SiCp增强铝基复合材料与Kevlar增强摩擦材料摩擦副摩擦磨损机理研究

Wear Mechanisms of Kevlar Pulp Reinforced Friction Materials

采用盘销式摩擦磨损试验机,对SiCp含量为20vol％的铝基复合材料和Kevlar增强摩擦材料组成的摩擦副在干摩擦条件下的摩擦磨损机理进行了实验研究。结果表明:摩擦副在跑合过程中,铝基复合材料中的SiCp颗粒对较软的有机复合材料产生犁削和微观切削效应,磨损机理为铝基复合材料的硬质颗粒对较软的有机复合材料的磨粒磨损;在跑合后的磨损试验中,摩擦材料磨损表面呈现出粘着磨损和塑性变形特征,随着转动速度的增加,塑性流动加剧;摩擦副接触表面发生材料的相互转移,并在铝基复合材料表面形成转移膜,且在较高速度下转移膜更易形成;在高速条件下,摩擦材料表面可见从铝基复合材料的铝合金基体中脱离的SiCp颗粒和熔融迹象;摩擦材料的磨损机理主要为磨粒磨损、粘着磨损和塑性变形。

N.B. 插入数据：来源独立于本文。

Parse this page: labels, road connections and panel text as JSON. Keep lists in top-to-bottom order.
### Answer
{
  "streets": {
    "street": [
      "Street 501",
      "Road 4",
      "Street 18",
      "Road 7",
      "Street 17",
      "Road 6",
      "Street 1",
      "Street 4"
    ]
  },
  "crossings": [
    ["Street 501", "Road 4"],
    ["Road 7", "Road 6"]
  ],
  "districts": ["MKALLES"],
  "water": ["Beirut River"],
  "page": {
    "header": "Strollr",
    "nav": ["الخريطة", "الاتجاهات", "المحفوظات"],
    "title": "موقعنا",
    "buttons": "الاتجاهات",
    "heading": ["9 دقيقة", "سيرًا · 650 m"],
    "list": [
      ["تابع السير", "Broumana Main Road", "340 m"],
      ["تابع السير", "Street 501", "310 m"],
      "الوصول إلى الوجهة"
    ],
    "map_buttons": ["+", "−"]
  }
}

The wear mechanisms of SiC particle (SiCp) reinforced aluminum composite and Kevlar fiber reinforced phenolic resin frictional material under braking condition were investigated with disc-pin friction and wear tester. The morphologies and compositions of worn surface were observed and determined using scanning electron microscope and energy depressive X-ray analysis. As the results, the frictional material surface were ploughed and micro-cut by the SiC particle during running-in process. After then, signs of adhesion wear and plastic deformation on the worn frictional material surface, which is accelerated at higher speed, were observed. The inter-transfer between frictional material and SiCp reinforced aluminum composite is also observed and a transfer films of the frictional material is formed on the counterpart surface. It is easier for the transfer films of the frictional material to form with higher sliding speed. Accompanied by localized melting, some SiC particles are found on the worn frictional material surface under high sliding speed condition. The frictional material is characterized by slight scuffing, adhesion and plastic deformation, in sliding against the SiCp reinforced aluminum composite.